Data for review:

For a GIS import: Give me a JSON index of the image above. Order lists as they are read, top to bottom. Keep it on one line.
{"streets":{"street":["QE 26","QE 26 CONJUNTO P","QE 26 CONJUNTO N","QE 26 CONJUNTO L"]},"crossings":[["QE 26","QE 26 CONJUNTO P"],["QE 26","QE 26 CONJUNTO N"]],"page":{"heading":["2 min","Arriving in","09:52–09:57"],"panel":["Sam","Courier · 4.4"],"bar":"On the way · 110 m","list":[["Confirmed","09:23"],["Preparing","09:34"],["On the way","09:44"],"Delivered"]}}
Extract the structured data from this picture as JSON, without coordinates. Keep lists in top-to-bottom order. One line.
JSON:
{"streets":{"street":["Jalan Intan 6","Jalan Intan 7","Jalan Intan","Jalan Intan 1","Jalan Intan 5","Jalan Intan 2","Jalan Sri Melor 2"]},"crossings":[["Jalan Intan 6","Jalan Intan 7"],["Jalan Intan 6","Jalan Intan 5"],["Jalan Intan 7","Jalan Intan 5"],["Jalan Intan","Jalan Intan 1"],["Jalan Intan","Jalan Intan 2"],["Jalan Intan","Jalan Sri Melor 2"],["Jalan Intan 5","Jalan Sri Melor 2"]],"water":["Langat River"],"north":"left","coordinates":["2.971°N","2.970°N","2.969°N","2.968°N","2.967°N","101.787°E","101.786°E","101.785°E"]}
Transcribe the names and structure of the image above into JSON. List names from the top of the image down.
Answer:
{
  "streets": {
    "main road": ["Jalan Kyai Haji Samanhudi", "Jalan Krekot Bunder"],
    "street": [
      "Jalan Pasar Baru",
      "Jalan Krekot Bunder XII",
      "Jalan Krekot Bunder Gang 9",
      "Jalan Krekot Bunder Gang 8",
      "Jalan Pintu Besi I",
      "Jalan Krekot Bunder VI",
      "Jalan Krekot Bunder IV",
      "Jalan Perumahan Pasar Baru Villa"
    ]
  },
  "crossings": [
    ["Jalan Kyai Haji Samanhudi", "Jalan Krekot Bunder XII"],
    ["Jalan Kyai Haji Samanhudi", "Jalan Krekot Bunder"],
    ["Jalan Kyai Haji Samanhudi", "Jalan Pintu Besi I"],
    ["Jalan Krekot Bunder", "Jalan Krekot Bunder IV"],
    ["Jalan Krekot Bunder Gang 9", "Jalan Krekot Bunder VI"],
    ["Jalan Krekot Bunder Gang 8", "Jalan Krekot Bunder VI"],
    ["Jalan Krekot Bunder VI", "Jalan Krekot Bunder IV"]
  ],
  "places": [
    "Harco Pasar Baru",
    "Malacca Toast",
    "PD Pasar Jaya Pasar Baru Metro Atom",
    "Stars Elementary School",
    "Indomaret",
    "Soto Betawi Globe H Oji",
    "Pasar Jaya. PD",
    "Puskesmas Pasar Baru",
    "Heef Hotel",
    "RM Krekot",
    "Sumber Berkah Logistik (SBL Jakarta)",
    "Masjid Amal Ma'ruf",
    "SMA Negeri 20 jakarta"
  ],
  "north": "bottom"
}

Exercise directions:
Say how many lines in the records hold "Bunder", with the number as the whole reply.

Solution for this problem:
12